Shevill’s 47 minute duck was just the sort of thing the team needed. Australia were again struggling at 3/22. Kath Smith batted brightly for 47, including 6 fours, but was the first of Mary Spear’s two victims,Australia now 4/66. Joyce Brewer made a stubborn 34 in nearly two hours, and the tail batted bravely, the Aussies scoring 162. For a short while, this was the highest team total in Test cricket. The spin twins from Victoria, Peggy Antonio and Anne Palmer, put on 33 for the last wicket. Oddly, Margaret Peden chose to bat at number eight. Her sister Barbara, playing in her first Test, made 12. Myrtle Maclagan, again the main destroyer, finished with 4/33 from 33.2 overs.
The consensus from the time puts Peden as the most astute cricket brain in the land, with vice-captain Kathleen Smith not far behind. It then begs the question why the brains trust persisted with pace bowling when the evidence was quite clear that spin was doing the trick? Peden opened with pace, using Nell McLarty and Smith. Admittedly Smith got the first wicket, but not until Maclagan and Snowball had put on 145.

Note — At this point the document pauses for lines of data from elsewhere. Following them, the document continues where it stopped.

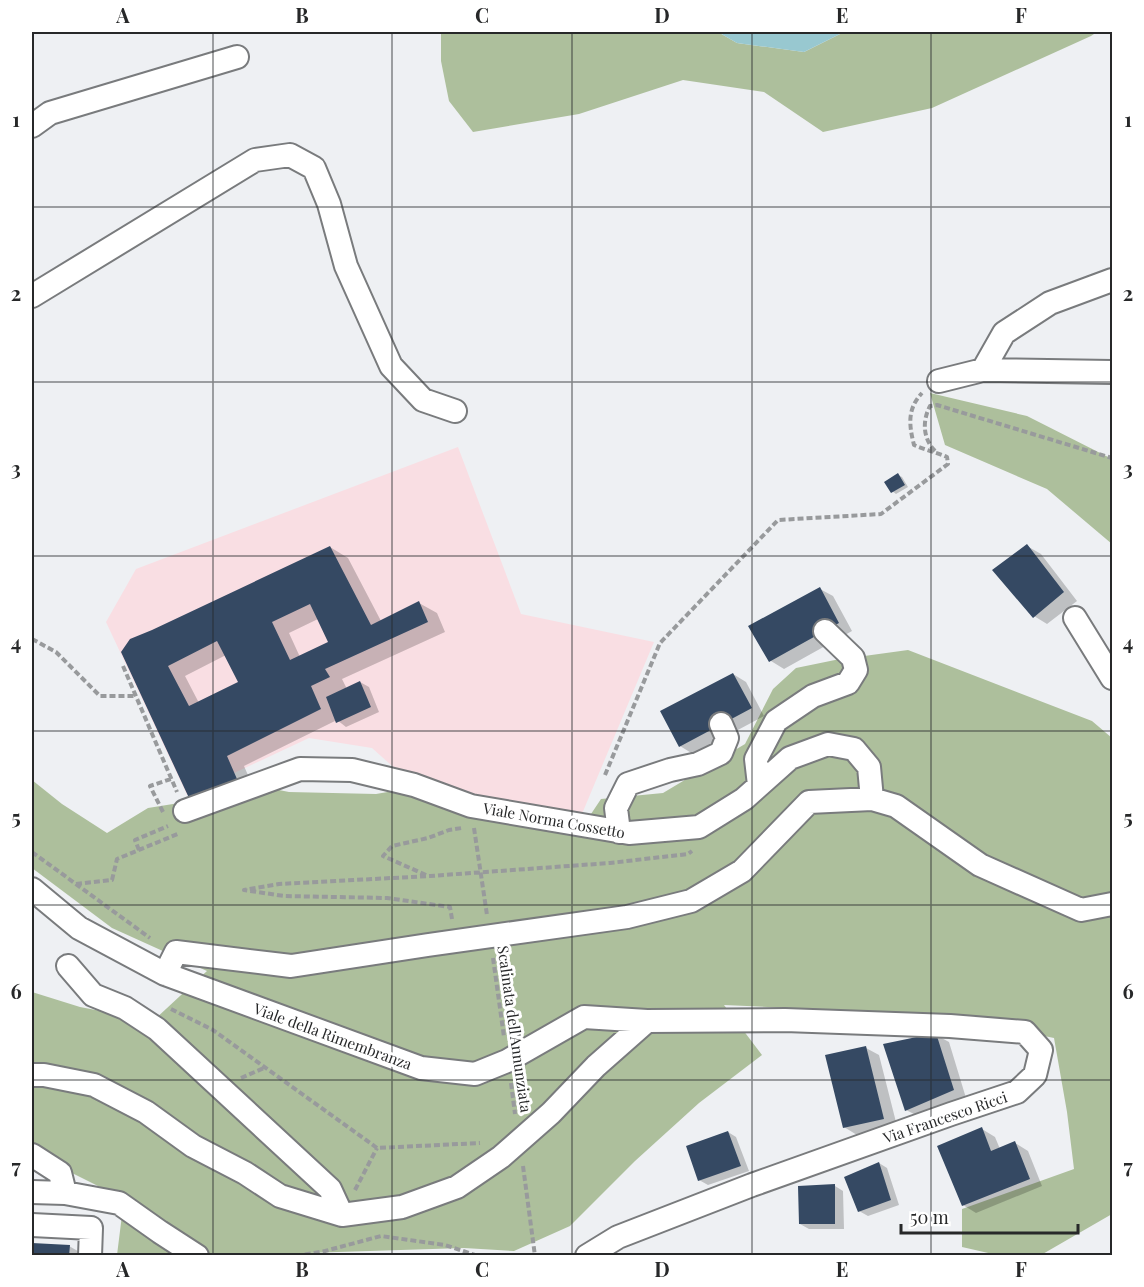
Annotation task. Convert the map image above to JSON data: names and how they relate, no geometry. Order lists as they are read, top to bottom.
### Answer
{
  "streets": {
    "street": ["Viale Norma Cossetto", "Viale della Rimembranza", "Via Francesco Ricci"],
    "path": ["Scalinata dell'Annunziata"]
  },
  "crossings": [
    ["Scalinata dell'Annunziata", "Viale della Rimembranza"],
    ["Viale della Rimembranza", "Via Francesco Ricci"]
  ],
  "scale_bar": "50 m",
  "grid": {
    "columns": [
      "A",
      "B",
      "C",
      "D",
      "E",
      "F"
    ],
    "rows": [
      "1",
      "2",
      "3",
      "4",
      "5",
      "6",
      "7"
    ]
  }
}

Perhaps one should spend less time musing about bowling changes and spend more applauding the wonderful batting. Betty Snowball’s innings of 71 was splendid, but she was put in the shade by Myrtle Maclagan who scored Test cricket’s first century. Scored in 183 minutes, including 5 boundaries, she was eventually out to Peggy Antonio for 119. She had really put her stamp on this series with both bat and ball, dominating the first Test and here only halfway into the second. Archdale declared at 5/301.
England’s spinners again dominated. Hazel Pritchard had the unfortunate honour of recording the first pair of ducks in Test cricket, surely by now completely bamboozled by Myrtle Maclagan, who started the rot; but it was yet another of England’s battery of slow bowlers causing the main damage. Joy Partridge collected 6/96 as Australia were rolled for 148. Three of those wickets were stumpings to the ever efficient Betty Snowball.
England lost two wickets getting the required 10 runs, but to be fair, Archdale opened the innings with two of the lower order batters; England victors in the second Test by eight wickets.
Peden’s humour was on show despite the loss. “It was an improvement by Australia, for the Brisbane Test was lost by nine wickets.”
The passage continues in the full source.